Why is the John Lewis ad not relatable? Answer: it is. But only if you’ve ever been the person tasked with not merely celebrating Christmas, but producing it. In this, you don’t have to be a woman – but it helps. Scratch the surface of most nuclear families, and it’s women who buy the bulk of the Christmas presents, often for their partner’s families as well as their own. No, not all women. But many women.

Some of these women are angry about the extent and burden of this unpaid labour, but most of them are sanguine. They love producing Christmas, and wouldn’t have it any other way. Were their male partner ever to offer up more help, they might even reject it. They’d also likely criticise him for failing to do “the thing” as well as they’d have done “the thing”.

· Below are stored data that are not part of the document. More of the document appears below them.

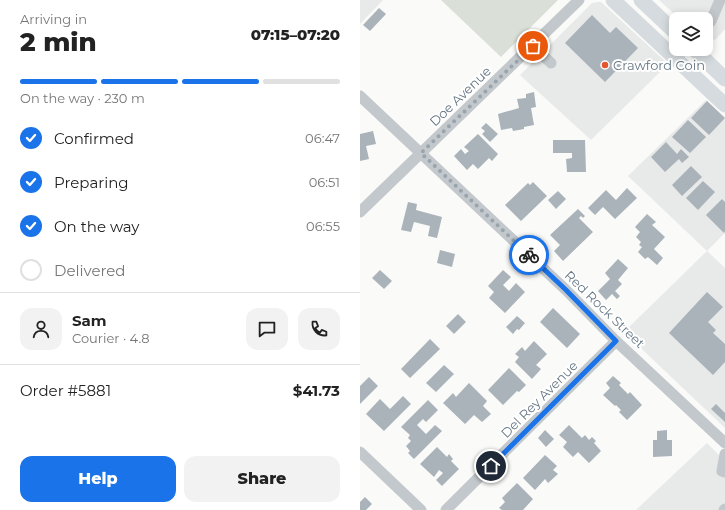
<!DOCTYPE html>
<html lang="en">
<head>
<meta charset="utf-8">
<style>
  :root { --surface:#fff; --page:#f2f2f2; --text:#222; --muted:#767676; --line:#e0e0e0; --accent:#1a73e8 }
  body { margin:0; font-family:Montserrat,sans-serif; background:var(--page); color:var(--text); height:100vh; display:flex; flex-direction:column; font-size:15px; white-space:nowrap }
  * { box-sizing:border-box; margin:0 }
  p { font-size:13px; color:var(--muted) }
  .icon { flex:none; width:22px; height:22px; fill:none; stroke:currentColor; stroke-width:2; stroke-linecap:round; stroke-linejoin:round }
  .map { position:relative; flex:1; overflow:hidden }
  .details { display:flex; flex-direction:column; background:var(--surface); width:360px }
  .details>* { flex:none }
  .tools { position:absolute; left:309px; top:12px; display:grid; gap:8px }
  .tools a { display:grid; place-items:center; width:44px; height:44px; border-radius:8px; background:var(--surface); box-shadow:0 2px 10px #0003; font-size:20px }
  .pin { position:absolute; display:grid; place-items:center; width:34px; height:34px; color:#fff; margin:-17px; border:2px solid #fff; border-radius:50%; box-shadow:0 1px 4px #0007 }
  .courier { position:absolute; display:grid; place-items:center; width:40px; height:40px; margin:-20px; border:3px solid #1a73e8; border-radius:50%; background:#fff; color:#222; box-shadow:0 1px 5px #0007 }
  .headline em { font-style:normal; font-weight:800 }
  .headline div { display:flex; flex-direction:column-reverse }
  .headline { display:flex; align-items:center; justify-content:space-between; height:68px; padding:0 20px }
  h1 { font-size:26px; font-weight:800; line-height:30px }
  .bar { display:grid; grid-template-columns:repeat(4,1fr); gap:6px 4px; align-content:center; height:48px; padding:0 20px }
  .bar i { height:5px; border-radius:3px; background:var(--line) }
  .bar .active { background:var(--accent) }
  .bar p { grid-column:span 4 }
  .line { display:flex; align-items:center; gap:10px; padding:0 20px; border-top:1px solid var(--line) }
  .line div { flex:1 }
  .round { display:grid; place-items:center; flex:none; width:42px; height:42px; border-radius:12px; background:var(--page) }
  ol { padding:0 20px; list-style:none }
  li { display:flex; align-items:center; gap:12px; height:44px }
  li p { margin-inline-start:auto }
  li .icon { padding:4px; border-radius:50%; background:var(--accent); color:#fff; stroke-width:4 }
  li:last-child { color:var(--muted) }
  li i { width:22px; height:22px; border:2px solid var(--line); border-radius:50% }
  .button { display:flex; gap:8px; margin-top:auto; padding:8px 20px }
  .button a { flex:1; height:46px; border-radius:12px; background:var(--accent); color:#fff; font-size:16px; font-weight:800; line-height:46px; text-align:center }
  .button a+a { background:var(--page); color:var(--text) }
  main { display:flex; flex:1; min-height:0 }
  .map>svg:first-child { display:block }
  .built { fill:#e8e9e9 }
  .green { fill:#dadfd7 }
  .building { fill:#aab3b9 }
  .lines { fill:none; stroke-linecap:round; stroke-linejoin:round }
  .minor { stroke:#c3c8cc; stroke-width:11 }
  .major { stroke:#d6dbdf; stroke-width:15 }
  .done { stroke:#99a4ac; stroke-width:4; stroke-dasharray:0 7.2 }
  .route { stroke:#1a73e8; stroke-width:5 }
  .poi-dot { fill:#e4572e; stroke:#fff; stroke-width:1.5 }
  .labels { text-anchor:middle; stroke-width:4; stroke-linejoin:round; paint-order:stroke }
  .poi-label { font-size:13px; fill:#657683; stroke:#fff; text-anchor:start }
  .street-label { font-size:13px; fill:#657683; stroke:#fff }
</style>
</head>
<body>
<main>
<section class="details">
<div class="headline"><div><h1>2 min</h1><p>Arriving in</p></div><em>07:15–07:20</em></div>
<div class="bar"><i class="active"></i><i class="active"></i><i class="active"></i><i></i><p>On the way · 230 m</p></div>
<ol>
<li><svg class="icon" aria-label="check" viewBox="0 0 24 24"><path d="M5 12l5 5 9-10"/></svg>Confirmed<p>06:47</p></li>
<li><svg class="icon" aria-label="check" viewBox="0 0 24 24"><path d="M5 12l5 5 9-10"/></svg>Preparing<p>06:51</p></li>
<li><svg class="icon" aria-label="check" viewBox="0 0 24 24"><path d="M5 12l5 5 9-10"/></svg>On the way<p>06:55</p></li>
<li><i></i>Delivered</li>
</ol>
<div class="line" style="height:72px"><a class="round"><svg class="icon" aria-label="person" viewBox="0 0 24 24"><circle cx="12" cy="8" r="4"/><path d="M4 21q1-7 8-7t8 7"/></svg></a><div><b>Sam</b><p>Courier · 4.8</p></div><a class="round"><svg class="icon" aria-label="chat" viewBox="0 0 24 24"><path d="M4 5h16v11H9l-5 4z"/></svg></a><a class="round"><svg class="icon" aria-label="phone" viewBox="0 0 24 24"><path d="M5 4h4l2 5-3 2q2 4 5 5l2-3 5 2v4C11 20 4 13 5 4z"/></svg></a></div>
<div class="line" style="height:52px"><div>Order #5881</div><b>$41.73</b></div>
<div class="button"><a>Help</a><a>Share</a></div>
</section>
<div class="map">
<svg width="365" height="510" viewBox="0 0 365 510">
  <rect width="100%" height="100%" fill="#fafaf8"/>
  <g class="built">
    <polygon points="0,0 23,0 0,24"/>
    <polygon points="299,0 365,0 365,29 355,40 346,36 346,19 320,19"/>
    <polygon points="238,2 241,2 308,64 231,140 160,75 232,3"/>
    <polygon points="346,100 365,118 365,233 347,251 365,268 365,428 264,332 347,251 268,176"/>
    <polygon points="347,443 365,461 365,510 276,510"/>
  </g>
  <polygon class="green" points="81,0 198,0 141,57"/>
  <g class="building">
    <polygon points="19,8 26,14 10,31 3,25"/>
    <polygon points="232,15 250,33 256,27 278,48 245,82 205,43"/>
    <polygon points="174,92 176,107 171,108 174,125 164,127 164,129 153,131 152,128 141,130 138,114 159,108 157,99 166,98 166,94"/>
    <polygon points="347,101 365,118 349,135 331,118"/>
    <polygon points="328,120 346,137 330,153 312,137"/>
    <polygon points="126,123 138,134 130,142 122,134 125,131 121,128"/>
    <polygon points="13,131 16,144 6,146 9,159 0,161 0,134"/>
    <polygon points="118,134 138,154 132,161 129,158 118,169 113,164 107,170 94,156 101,149 105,154 109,151 104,147"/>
    <polygon points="193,140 225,140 226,172 207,172 206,159 212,158 212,153 193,153"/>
    <polygon points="306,142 317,154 321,149 329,157 322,163 319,159 305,172 291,157"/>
    <polygon points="331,166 342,177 322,196 312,185"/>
    <polygon points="343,181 355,192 338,210 326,198"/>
    <polygon points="173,182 187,196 161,221 145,205 168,183 170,185"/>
    <polygon points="267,188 277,198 255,219 243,207 235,215 228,208 246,190 256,200"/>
    <polygon points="198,191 206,199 196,209 188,200"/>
    <polygon points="362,199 365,202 365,231 364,233 346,215"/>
    <polygon points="48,202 57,204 56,210 82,217 77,238 68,236 70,226 54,222 51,232 41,230"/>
    <polygon points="218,209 225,216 223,218 221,216 219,218 233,232 203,261 194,251 200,245 190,235"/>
    <polygon points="287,214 296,222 292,225 305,237 294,249 303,258 297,265 288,257 285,259 278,252 282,247 279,245 281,242 276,237 280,232 275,227"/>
    <polygon points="80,250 95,254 92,267 77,263"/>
    <polygon points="258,259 268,268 258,280 262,284 255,291 260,296 257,299 252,294 246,300 238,291 250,279 245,273"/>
    <polygon points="20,270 32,281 24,289 12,278"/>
    <polygon points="143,270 151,277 143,285 149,291 156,283 165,292 145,313 129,298 134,292 128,286"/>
    <polygon points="347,292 363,307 348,322 356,330 353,333 365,344 365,362 353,375 309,333"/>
    <polygon points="193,308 220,334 207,348 180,322"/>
    <polygon points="98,314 106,322 94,334 86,326"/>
    <polygon points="157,316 165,323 159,330 157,329 153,334 146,327"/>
    <polygon points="70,339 80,349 50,378 41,369"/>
    <polygon points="174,341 187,354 176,365 181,369 172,379 155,362 159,357 155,354 162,347 165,351"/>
    <polygon points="84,365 94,374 76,392 66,383"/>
    <polygon points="149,368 166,385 159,392 157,391 143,405 128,390"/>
    <polygon points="253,376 261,383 259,385 268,394 270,392 282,405 267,420 259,412 261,410 256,405 255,406 243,395 250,388 246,383"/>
    <polygon points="9,377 18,386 0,404 0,386"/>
    <polygon points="109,383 127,401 123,406 131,414 122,422 114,415 105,424 83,403 93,393 96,397"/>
    <polygon points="43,396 51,404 24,431 6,414 20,399 30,409"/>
    <polygon points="68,400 78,410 66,422 63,419 57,425 66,434 75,425 82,431 54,459 48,453 50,451 46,446 51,441 48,438 50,435 41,427"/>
    <polygon points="356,404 365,413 365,422 351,409"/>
    <polygon points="209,425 222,438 225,435 229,440 232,437 236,441 234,443 241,451 229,463 218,452 213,457 203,447 207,442 199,435"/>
    <polygon points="185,430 194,439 186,447 178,438"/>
    <polygon points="307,430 307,440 312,440 312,456 293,457 293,440 297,440 297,431"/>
    <polygon points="77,447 87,457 89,454 93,459 91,461 99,469 82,486 76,480 83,473 79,470 74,477 60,464"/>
    <polygon points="185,455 197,466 193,470 198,474 188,483 185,479 175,490 163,478"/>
    <polygon points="157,483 173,499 163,510 142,510 139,508 145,502 142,498"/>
    <polygon points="5,497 12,504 6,510 0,510 0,502"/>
  </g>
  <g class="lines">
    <g class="minor">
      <polyline points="346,26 351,21 360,0"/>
      <polyline points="173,46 191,63"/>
      <polyline points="315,58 324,49"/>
      <polyline points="0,96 206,290 256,341 365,443"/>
      <polyline points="0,212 219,0"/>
      <polyline points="0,452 61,510"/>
      <polyline points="365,454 362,471 365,472"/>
      <polyline points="86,510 256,341"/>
      <polyline points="364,510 365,509"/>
    </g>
    <g class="major">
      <polyline points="253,0 365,105"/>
      <polyline points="281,0 316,33"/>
      <polyline points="334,49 365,79"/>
    </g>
  </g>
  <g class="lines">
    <polyline class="done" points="169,255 61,153 173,46"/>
    <polyline class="route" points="131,466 256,341 206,290 169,255"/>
  </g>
  <circle class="poi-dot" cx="245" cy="65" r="4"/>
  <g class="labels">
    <g class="poi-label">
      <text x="253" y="70">Crawford Coin</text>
    </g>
    <g class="street-label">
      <text transform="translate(100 96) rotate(-44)" y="5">Doe Avenue</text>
      <text transform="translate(245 309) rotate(44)" y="5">Red Rock Street</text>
      <text transform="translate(179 399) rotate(-45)" y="5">Del Rey Avenue</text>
    </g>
  </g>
</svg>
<div class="tools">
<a><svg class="icon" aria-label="layers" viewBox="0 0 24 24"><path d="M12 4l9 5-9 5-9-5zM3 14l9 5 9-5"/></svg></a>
</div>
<div class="pin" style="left:173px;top:46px;background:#ea580c"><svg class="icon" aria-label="bag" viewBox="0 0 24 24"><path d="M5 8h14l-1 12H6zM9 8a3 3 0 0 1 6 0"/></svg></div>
<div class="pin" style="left:131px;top:466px;background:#1f2937"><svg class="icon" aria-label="home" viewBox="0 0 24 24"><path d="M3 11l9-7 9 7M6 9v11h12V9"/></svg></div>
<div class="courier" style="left:169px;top:255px"><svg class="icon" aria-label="bike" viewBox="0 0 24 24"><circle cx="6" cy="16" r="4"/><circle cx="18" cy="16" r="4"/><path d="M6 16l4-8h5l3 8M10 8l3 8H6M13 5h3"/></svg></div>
</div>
</main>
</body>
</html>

None of these complex emotions existed for me in 1997, when all I needed from a partner was decent taste in trainers and a GSOH (good sense of humour). To hear a song I loved from simpler times used as a soundtrack to more complex ones hit me like a ten-foot Norwegian fir. Maybe I had to become a middle-aged woman to realise that Richard Ashcroft had always written lyrics like a middle-aged woman. “My friend and me / looking through her red box of memories / Faded I’m sure / but love seems to stick in her veins, you know”. What 26-year-old bloke from Wigan has any business in writing those?